Re: Cohousing and the information age (fwd)
From: Dave McComb (
Date: Wed, 16 Apr 1997 23:35:51 -0500
>> Paul B. Chen  pbchen [at]
>> Wed, 16 Apr, 1997
>> For those who have looked into networking issues, some questions.
>> 1) Can anyone recommend a good cross-platform, peer-to-peer networking 
>> solution?  I don't know if we're ready to go the server route; at this 
>> point in time, there's not a heavy PC/networking guru type to keep such a
>> device up and running and in tune.  Plus, there's a couple of Macs, mine 
>> being one of them.

I think you'll probably end up with less admin with a server than with a
peer to peer network.

If a server won't work for you, you'll probably be better off using the
internet as your network.

>> 3) For whatever the cable folks recommend, what is the maximum run 
>> distance before repeaters are required?  And since I've never done any of
>> this myself, would anybody like to recommend a particular manufacturer's 
>> equipment, or they all pretty much the same?

I don't remember the exact run lengths, but it is fairly restrictive.  We
have a fairly small campus and were able to just make it work within the
restrictions.  The two main restrictions are that no node can have more than
3 ( I think) hubs between itself and the server, and then there is the
specific hub to hub distance restrictions.  We have a guy in the community
who does this stuff for a living and worked out the details.  

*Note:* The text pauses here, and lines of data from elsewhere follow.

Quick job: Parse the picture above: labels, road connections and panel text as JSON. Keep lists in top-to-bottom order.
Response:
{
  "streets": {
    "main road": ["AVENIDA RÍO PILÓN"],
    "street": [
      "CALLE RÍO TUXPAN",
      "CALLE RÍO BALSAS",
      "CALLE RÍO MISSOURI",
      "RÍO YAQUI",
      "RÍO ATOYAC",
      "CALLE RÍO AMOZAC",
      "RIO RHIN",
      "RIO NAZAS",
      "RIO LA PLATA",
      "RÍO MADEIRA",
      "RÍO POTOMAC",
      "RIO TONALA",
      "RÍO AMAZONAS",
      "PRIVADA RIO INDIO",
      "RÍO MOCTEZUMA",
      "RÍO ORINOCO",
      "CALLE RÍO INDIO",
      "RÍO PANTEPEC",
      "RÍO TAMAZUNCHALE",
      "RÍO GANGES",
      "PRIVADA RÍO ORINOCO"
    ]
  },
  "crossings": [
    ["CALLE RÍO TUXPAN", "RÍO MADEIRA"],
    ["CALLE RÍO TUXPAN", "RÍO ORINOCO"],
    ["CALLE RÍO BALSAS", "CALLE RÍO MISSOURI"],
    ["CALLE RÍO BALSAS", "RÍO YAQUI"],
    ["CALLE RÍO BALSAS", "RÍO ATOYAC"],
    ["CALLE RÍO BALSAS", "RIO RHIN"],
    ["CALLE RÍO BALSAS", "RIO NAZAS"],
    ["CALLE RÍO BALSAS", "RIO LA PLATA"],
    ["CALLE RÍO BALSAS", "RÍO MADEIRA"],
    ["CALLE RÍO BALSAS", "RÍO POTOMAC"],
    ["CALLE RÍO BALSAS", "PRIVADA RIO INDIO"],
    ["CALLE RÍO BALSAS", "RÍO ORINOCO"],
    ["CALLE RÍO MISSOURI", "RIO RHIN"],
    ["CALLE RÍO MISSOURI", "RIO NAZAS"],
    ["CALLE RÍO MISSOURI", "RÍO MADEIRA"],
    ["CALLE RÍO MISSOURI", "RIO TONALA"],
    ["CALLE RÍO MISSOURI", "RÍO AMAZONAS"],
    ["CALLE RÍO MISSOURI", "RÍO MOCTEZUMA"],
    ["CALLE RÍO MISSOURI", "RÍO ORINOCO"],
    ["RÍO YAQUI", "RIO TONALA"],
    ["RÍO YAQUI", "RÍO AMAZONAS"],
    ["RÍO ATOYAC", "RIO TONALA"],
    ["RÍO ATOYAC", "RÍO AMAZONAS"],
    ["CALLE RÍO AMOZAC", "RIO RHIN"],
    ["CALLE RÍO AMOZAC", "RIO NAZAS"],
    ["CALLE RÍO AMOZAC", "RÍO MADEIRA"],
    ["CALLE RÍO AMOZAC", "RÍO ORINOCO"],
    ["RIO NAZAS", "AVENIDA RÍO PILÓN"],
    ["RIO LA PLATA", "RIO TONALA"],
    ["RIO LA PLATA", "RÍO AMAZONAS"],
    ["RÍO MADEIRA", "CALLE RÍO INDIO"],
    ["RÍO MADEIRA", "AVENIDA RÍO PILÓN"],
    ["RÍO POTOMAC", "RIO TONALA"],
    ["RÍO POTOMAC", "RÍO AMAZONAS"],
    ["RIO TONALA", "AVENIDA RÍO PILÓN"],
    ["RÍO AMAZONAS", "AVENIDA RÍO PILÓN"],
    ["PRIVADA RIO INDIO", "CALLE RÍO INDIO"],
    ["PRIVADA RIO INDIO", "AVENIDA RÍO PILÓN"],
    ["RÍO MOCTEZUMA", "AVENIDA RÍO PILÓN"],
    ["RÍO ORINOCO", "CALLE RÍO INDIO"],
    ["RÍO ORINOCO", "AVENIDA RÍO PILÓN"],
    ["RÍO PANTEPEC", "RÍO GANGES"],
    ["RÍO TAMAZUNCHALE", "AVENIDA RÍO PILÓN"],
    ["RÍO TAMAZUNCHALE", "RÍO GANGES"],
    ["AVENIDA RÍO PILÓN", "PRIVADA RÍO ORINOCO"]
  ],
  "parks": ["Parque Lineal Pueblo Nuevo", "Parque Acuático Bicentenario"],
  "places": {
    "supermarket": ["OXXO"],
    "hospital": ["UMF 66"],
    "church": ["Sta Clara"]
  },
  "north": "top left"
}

One of the cooler aspects of our network topology was that we have 11
buildings (duplexes, triplexes and quadplexes) plus a common house.  We have
a hub in each building and when the buildings were built people had the
option of prewiring for the LAN.  It was an extra $25 per wall jack, so we
put one whereever we had a phone jack.

What this means is that you are on a subnet with the people in your building
and then the buildings are hierachically connected to form the community net
(still a LAN)

>> 4) Besides ISDN or T1 coming in / going out, is there anything else that 
>> can be considered?

There are a couple of others that will come up, and I'd recommend your
avoiding them:

The first is cable modems, there has been a lot of talk, and a few trials
attempting to get a network to run off the TV cables that are already in the
ground.  The cables have plenty of capacity, that isn't the problem.  The
problem is the cable companies have used up all the available channels on
that cable with simultaneous broadcast of 100 channels of video.
Furthermore their switches are not really switches, they are broadcasters
that broadcast over cable instead of the airwaves and that is a lot of
capital equipment to get swapped out before any of this will work.  I've
spoken to the head of the local cabel franchise and to some people in the
know about some of these cabel modem trials, and they are a long way from
imminent rollout.  So I'm not holding my breath waiting for cable modems to
save us.

The other one that will come up is the satellite down link with telephone
uplink.  This configuration is borne of the beleif that Internet use is
mostly downloading with little upload, so the upload and download channels
need not be symetrical. (This is a variation on the model that sees the
internet as an entertainment medium where we'll get our videos on the
download and be doing channel changing on the upload).   Firstly, I haven't
heard any credible success stories on this, and even if I had it runs
counter to some of my expectations of the use of the internet.  I think that
as the internet matures a bit more, and as we start to get more work at home
types here is our community, I think its very conceivable that we will be
uploading (to other people) as much traffic as we are downloading. 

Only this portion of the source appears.